Pop Star Talks ‘Diamonds & Dancefloors,’ Heartbreak – Rolling Stone

Pop Star Talks ‘Diamonds & Dancefloors,’ Heartbreak – Rolling Stone


The night her hit “Sweet But Psycho” came out, Ava Max almost quit music. 

It was 2018 and she’d been at home in her  Los Angeles apartment. Her mind started to race: She needed a breakthrough song, and this could be the one – if only it would take off.

“No one knows this but I had a mental breakdown,” she says now, almost five years later. She got down on her knees and started praying, even though she’s not religious. “I’m like, ‘God, please, if you’re listening. I need to pay for my gas. My parents, I want to buy them a house. I just want to help the people I love and I want to perform on big stages and I want to have fans and I want people to relate to my music.’ I was yelling this at the top of my lungs,” she recalls “I said, ‘If “Sweet but Psycho” does nothing, I’m done.’”

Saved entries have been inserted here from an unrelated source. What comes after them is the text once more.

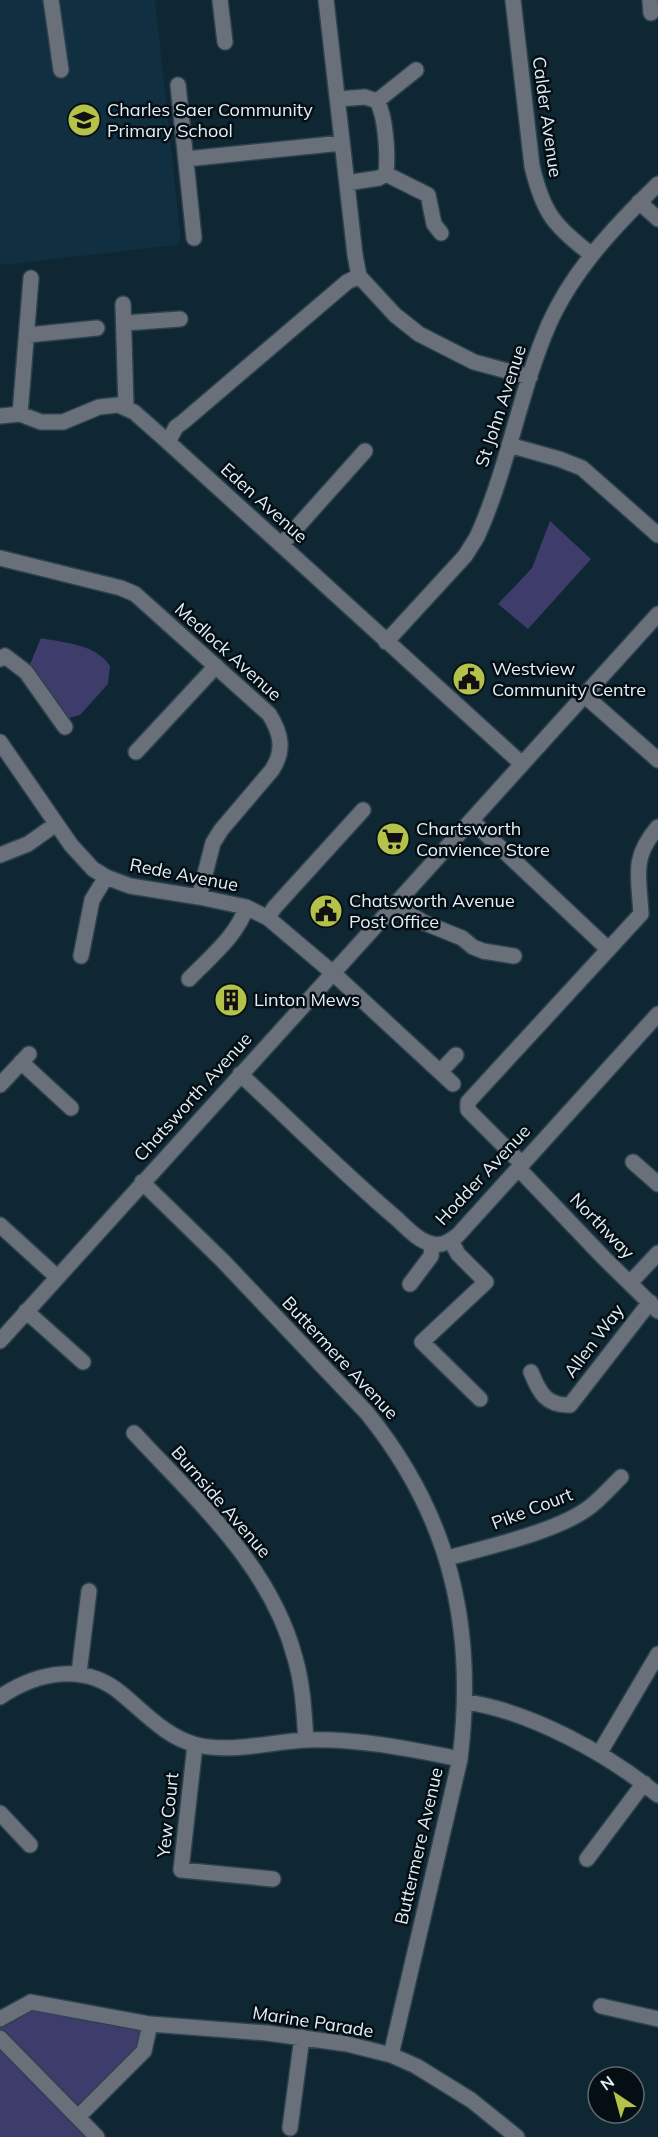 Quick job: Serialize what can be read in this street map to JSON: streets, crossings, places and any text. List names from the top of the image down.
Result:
{
  "streets": {
    "street": [
      "Calder Avenue",
      "St John Avenue",
      "Eden Avenue",
      "Medlock Avenue",
      "Rede Avenue",
      "Chatsworth Avenue",
      "Hodder Avenue",
      "Northway",
      "Allen Way",
      "Buttermere Avenue",
      "Burnside Avenue",
      "Pike Court",
      "Yew Court",
      "Marine Parade"
    ]
  },
  "crossings": [
    ["Calder Avenue", "St John Avenue"],
    ["St John Avenue", "Eden Avenue"],
    ["Eden Avenue", "Chatsworth Avenue"],
    ["Medlock Avenue", "Rede Avenue"],
    ["Rede Avenue", "Chatsworth Avenue"],
    ["Chatsworth Avenue", "Hodder Avenue"],
    ["Chatsworth Avenue", "Buttermere Avenue"],
    ["Hodder Avenue", "Northway"],
    ["Northway", "Allen Way"],
    ["Buttermere Avenue", "Pike Court"],
    ["Buttermere Avenue", "Marine Parade"]
  ],
  "places": {
    "school or university": ["Charles Saer Community Primary School"],
    "public building": ["Westview Community Centre", "Chatsworth Avenue Post Office"],
    "supermarket": ["Chartsworth Convience Store"],
    "building": ["Linton Mews"]
  },
  "north": "top left"
}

Max remembers that she started to cry, but she quickly got up, wiped her face, and told herself, “Oh my god, bitch. Get yourself together.” 

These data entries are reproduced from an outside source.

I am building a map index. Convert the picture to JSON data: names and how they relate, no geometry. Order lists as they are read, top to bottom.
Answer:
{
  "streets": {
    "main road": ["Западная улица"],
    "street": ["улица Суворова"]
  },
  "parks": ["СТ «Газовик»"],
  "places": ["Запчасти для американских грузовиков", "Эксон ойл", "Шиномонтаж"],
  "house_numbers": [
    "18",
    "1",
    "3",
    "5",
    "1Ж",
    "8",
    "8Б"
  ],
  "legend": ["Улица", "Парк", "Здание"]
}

Luckily, the universe listened to her prayers: “Sweet But Psycho” became a force. Spotify added the track to their New Music Friday playlist – the only pop song featured that week, she says. “Isn’t that crazy?” Before she knew it, it had racked up 1.4 billion streams. The song’s sticky melody was a stark contrast to popular chart-toppers at the time, which included Drake’s “In My Feelings,” Travis Scott’s “Sicko Mode,” and Ella Mai’s “Boo’d Up.” Many artists were veering into R&B, but Max wanted to double down on upbeat, pure pop. “‘Sweet but Psycho’ kind of paved the way for pop music again,” she says. 

On Friday, the Albanian-American pop singer is giving us pure dance-pop once again as she releases her sophomore album Diamonds & Dancefloor. Across 14 songs, all executive-produced by Canadian hitmaker Cirkut, she shows off her signature electro-pop melodies with some Nineties synths and a touch of disco. It’s her first project after signing with Scooter Braun’s SB Projects, and her most honest yet. The album is inspired by major heartbreak she experienced over the last two years and although Max has been private about her personal life in the past, she’s putting everything out there on this record – something that shows just how far she’s continued to go since “Sweet But Psycho.”

The album isn’t just an evolution from her debut Heaven & Hell. She’s looking at it as a kind of catharsis, one that she’s excited to share with the world on Jan. 27. “I’m happy it’s not going to be mine anymore,” she says. “I’ll be like, ‘Okay, it’s over. All the heartbreak is over. And now, we can just dance.’”

I meet up with Max in mid-January and on the drive to her place, I find a 2008 pop/R&B EP that she recorded as a 14-year-old under her first stage name, Amanda Kay. She knew early on that she wanted to be a pop star and was already fighting to make it happen. Once I arrive at her hill-perched house with a view of Malibu beach, I tell her I listened to a copy of the project online. “I’m going to cry. This is horrible,” she jokes. I play her a snippet of a song called “Touch,” and she starts humming along. “Isn’t that funny, listening to that? It’s baby me.”

Max remembers that she struggled early on, but kept pushing toward the music career she wanted. “I was just trying to make an EP and get signed and no one wanted to sign me,” she says. “I was like, ‘Fuck you. I’m still going to try and make it.’” 

Max admits that even though she always wanted to be a pop star, she’s not actually a fan of the razzle-dazzle, “lights, camera, action” part of fame. “People think I can just sing on stage and be crazy. But it’s like, I have to turn that on,” she says. “That’s Ava Max. By myself, I’m Amanda.” 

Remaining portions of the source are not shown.